• [WHAT YOU ARE ASKED TO DO]: Among the entries below, find every line that has "solid" and pull it out.
◆ ◆ ◆ ◆ ◆ ◆ ◆
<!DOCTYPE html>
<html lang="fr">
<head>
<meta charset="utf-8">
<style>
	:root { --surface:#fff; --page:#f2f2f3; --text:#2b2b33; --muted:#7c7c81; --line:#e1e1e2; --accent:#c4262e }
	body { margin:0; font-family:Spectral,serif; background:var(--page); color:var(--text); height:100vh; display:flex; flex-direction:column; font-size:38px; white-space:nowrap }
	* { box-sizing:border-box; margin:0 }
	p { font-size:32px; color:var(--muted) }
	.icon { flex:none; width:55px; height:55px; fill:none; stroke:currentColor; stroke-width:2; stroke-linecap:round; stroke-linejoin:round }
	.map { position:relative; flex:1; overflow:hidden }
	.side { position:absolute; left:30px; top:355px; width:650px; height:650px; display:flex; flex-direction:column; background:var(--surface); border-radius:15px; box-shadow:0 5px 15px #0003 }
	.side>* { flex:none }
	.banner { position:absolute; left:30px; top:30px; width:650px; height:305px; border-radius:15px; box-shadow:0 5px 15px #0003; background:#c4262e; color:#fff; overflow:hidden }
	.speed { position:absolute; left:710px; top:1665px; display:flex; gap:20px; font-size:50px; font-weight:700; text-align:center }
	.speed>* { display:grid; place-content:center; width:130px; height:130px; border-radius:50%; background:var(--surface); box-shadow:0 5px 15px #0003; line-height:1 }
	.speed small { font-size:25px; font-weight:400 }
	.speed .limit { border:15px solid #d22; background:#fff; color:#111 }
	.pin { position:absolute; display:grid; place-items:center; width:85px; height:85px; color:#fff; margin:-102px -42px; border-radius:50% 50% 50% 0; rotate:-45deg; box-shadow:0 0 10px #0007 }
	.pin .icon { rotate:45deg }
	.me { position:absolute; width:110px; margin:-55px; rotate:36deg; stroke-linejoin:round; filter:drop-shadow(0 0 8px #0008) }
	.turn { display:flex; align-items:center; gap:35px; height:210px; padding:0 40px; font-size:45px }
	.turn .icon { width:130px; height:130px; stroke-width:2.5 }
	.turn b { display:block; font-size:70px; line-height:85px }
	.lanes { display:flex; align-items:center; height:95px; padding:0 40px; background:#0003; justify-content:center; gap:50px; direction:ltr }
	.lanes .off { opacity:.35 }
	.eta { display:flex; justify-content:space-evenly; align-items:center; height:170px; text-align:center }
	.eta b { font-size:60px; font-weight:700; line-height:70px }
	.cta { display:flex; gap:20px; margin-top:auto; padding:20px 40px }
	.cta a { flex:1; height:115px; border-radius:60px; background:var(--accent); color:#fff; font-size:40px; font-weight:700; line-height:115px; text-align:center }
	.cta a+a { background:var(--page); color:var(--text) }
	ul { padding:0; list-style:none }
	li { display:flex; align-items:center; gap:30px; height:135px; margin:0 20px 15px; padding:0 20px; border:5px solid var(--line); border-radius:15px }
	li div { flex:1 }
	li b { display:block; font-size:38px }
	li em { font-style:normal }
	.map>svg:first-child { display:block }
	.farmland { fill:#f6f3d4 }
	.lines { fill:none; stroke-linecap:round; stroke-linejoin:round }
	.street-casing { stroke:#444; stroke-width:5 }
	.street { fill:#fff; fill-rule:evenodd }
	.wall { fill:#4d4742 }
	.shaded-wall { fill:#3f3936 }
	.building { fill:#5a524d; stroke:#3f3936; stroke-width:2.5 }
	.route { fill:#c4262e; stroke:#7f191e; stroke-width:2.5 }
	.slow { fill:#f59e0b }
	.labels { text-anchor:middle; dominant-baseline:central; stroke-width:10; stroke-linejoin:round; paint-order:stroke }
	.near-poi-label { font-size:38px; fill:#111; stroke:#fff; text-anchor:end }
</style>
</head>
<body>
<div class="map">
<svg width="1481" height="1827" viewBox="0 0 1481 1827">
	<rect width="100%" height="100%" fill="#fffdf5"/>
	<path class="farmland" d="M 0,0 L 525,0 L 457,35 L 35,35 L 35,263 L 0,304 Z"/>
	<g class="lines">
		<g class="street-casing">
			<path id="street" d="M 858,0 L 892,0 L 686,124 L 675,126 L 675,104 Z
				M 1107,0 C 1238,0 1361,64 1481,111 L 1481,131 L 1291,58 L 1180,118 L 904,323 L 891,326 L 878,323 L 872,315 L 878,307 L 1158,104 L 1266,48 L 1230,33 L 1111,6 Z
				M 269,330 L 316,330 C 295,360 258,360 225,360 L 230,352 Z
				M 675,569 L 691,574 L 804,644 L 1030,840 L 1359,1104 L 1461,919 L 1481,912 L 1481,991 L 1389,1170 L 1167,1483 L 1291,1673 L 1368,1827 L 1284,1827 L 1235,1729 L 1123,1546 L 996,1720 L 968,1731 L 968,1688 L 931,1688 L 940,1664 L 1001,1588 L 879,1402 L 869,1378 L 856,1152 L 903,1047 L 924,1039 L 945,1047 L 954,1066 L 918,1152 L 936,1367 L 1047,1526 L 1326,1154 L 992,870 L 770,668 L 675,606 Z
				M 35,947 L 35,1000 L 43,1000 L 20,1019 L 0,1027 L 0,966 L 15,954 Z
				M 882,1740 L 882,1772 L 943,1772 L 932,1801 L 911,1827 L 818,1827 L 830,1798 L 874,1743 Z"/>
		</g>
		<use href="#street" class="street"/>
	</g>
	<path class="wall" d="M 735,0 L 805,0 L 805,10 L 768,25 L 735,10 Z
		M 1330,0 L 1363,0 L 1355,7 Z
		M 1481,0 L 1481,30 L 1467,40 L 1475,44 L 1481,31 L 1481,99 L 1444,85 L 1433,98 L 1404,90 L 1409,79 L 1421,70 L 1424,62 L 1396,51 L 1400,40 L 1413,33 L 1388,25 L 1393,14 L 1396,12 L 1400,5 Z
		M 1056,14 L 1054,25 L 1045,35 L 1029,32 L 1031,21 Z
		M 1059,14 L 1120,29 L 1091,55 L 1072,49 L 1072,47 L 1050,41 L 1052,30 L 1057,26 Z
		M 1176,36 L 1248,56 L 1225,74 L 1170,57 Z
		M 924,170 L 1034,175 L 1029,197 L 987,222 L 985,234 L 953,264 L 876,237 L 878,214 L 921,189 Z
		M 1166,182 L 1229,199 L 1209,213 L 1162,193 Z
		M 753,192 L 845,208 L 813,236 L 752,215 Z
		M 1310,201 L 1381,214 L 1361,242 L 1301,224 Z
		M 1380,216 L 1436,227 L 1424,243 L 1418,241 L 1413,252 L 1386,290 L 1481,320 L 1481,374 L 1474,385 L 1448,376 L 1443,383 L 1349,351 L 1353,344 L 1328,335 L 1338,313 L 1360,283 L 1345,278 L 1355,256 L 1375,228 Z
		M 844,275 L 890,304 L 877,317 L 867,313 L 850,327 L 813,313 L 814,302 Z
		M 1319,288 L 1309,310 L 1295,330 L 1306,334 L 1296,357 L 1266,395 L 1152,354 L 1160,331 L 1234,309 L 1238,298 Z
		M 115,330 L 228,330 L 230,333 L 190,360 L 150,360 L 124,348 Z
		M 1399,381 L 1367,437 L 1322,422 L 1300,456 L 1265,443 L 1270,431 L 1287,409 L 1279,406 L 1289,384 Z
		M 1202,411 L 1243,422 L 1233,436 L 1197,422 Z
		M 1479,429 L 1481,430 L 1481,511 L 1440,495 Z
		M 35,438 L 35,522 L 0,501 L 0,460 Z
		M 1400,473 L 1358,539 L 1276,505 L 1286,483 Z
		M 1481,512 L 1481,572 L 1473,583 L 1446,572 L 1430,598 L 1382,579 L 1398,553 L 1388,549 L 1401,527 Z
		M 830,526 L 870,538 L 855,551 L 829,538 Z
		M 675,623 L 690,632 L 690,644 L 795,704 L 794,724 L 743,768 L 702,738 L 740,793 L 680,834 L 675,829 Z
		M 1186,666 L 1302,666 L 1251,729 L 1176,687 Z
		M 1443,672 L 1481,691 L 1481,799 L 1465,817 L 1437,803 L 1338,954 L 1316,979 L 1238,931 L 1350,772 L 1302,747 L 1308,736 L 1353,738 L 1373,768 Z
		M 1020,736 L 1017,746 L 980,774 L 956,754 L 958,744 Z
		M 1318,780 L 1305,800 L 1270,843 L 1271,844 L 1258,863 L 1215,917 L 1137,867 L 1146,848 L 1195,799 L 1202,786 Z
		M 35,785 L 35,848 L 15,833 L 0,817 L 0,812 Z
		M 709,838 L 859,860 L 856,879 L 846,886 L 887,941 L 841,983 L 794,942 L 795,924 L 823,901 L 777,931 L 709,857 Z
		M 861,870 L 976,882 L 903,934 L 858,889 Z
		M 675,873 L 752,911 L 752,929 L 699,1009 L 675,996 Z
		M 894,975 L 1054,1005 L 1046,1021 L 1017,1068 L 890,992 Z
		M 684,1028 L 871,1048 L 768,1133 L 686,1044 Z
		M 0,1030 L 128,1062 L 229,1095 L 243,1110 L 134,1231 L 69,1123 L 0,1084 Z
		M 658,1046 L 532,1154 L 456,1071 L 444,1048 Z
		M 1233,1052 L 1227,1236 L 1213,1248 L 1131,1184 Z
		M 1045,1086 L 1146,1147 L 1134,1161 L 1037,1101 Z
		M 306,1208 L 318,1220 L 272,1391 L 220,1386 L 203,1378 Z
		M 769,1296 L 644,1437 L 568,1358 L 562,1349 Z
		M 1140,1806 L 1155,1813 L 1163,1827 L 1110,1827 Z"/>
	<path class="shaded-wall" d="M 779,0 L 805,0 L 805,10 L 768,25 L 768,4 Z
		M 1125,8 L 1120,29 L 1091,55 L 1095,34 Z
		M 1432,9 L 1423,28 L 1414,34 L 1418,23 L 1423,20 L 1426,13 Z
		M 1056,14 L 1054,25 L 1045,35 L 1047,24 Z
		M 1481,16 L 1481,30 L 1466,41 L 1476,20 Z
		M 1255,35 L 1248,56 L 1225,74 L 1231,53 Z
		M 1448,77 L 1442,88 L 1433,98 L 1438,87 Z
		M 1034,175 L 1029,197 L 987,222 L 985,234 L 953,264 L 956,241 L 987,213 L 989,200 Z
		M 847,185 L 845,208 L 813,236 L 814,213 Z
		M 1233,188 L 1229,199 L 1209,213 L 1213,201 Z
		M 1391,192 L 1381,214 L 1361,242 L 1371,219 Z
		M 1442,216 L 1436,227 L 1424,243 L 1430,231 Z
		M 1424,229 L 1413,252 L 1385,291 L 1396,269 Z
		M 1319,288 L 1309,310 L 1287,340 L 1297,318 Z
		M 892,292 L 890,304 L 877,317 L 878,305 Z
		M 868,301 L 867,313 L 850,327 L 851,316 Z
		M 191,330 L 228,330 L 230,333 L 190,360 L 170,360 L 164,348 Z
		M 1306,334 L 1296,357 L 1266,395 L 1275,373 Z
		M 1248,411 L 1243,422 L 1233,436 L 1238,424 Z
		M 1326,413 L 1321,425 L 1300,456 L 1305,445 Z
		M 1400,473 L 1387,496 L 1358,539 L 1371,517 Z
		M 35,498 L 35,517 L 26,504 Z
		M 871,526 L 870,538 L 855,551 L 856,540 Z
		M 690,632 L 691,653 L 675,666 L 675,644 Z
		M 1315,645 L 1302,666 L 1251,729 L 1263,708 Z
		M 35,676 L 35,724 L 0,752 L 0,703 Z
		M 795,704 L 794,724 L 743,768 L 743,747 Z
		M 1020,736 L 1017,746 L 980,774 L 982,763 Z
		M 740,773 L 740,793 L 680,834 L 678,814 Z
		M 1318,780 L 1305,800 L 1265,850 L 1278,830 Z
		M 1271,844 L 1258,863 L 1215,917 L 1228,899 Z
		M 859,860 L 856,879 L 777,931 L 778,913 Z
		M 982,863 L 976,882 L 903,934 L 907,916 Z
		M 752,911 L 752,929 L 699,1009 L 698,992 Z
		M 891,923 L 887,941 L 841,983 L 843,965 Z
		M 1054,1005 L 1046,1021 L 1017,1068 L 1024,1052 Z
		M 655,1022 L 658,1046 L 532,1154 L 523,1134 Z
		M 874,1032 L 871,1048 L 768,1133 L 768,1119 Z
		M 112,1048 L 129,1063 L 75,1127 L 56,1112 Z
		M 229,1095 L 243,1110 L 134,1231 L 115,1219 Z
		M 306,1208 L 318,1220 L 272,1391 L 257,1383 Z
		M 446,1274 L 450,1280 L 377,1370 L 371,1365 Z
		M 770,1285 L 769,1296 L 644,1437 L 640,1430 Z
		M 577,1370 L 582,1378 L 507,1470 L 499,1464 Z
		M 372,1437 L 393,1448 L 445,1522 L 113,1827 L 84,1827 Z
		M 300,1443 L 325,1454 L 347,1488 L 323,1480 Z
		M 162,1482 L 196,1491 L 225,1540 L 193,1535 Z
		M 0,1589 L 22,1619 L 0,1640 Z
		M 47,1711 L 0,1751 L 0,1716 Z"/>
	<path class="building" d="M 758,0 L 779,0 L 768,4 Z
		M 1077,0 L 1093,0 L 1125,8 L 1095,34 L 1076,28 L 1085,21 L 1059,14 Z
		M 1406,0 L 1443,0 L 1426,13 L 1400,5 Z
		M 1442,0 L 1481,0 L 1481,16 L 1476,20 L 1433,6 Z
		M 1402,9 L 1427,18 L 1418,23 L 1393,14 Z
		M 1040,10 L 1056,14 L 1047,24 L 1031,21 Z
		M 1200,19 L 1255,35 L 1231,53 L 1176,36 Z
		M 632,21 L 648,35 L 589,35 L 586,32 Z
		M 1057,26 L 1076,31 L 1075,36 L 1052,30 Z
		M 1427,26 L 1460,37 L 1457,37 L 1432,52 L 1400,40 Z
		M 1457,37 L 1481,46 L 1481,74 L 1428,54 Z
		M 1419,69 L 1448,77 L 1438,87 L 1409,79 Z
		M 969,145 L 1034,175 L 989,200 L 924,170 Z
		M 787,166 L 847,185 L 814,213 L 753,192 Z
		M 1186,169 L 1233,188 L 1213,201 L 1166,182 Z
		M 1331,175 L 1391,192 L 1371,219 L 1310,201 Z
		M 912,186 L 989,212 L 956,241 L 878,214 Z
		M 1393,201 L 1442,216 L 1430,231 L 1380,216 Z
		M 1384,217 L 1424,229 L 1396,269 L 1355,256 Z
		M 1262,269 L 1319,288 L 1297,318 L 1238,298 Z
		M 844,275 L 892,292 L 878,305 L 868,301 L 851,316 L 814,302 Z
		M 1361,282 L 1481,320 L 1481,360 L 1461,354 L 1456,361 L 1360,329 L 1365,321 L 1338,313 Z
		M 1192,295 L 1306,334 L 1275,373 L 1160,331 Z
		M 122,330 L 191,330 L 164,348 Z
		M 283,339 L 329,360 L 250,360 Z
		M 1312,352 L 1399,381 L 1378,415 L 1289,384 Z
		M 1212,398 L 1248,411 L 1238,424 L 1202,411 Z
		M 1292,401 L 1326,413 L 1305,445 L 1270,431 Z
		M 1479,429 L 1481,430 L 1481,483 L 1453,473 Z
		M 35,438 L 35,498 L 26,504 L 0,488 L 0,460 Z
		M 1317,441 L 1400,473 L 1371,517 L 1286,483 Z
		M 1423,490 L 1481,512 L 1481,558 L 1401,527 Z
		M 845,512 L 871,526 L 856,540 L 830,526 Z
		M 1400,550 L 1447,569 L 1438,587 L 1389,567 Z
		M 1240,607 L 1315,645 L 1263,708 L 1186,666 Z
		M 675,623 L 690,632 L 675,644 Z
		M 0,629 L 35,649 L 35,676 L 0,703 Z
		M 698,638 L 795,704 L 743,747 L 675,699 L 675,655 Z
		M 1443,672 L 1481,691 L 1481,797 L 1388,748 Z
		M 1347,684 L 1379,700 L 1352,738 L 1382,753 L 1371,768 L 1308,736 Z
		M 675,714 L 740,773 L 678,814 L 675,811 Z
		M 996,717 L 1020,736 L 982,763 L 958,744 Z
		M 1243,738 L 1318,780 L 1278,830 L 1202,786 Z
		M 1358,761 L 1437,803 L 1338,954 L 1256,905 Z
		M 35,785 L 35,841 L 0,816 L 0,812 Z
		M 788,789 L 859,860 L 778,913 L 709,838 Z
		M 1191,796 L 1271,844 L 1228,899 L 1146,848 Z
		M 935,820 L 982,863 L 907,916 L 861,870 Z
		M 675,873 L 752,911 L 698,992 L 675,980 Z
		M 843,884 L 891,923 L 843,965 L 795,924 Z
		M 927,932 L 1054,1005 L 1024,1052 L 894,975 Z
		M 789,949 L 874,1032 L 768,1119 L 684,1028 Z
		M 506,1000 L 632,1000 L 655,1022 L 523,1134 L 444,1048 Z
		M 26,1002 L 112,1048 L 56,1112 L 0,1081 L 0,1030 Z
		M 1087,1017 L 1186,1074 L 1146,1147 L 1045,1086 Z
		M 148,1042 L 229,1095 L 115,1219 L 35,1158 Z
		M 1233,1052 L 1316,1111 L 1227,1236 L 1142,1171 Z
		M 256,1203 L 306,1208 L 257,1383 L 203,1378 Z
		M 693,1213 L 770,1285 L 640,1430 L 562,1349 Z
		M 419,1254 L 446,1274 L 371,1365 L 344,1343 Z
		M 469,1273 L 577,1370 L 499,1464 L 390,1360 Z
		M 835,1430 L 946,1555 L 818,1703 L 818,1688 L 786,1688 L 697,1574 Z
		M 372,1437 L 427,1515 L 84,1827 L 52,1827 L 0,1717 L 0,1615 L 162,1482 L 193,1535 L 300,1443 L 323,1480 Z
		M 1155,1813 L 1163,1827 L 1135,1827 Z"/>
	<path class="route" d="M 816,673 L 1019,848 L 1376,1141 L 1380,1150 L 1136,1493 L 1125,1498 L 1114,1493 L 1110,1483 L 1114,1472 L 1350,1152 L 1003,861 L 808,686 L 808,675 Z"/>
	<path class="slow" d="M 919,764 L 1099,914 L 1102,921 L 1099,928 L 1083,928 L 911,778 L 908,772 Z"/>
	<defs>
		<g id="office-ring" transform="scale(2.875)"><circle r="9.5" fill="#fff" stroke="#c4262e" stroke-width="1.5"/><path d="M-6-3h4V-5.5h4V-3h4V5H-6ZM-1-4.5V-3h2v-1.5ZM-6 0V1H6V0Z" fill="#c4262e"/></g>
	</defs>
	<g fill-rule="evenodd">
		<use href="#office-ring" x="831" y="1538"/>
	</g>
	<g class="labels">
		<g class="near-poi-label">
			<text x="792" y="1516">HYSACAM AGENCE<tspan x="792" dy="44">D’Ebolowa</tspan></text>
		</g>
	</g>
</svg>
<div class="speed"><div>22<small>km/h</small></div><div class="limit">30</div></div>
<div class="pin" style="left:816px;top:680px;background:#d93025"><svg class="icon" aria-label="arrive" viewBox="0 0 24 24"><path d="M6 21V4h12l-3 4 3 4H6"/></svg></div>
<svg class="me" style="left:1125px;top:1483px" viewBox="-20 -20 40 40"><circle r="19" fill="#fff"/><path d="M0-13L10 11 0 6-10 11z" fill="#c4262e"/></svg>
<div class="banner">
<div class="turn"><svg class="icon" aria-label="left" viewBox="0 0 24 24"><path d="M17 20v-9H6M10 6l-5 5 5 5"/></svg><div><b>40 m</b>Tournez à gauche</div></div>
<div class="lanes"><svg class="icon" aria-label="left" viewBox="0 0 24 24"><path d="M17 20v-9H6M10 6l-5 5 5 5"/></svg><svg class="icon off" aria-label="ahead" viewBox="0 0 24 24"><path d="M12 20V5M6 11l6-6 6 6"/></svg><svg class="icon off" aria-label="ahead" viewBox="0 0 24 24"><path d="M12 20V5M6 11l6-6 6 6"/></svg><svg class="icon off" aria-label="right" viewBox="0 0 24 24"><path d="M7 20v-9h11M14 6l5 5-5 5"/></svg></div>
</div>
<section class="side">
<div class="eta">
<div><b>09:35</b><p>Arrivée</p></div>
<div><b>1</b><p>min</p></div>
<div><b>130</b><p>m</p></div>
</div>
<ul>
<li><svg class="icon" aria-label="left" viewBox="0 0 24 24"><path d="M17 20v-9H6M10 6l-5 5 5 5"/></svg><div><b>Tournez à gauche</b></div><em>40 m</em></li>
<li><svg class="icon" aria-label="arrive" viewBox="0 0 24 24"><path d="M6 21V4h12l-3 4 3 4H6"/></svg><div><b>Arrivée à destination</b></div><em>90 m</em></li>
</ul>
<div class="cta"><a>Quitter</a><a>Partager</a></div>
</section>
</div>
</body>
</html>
◆ ◆ ◆ ◆ ◆ ◆ ◆
• [THE ANSWER]:
	.speed .limit { border:15px solid #d22; background:#fff; color:#111 }
	li { display:flex; align-items:center; gap:30px; height:135px; margin:0 20px 15px; padding:0 20px; border:5px solid var(--line); border-radius:15px }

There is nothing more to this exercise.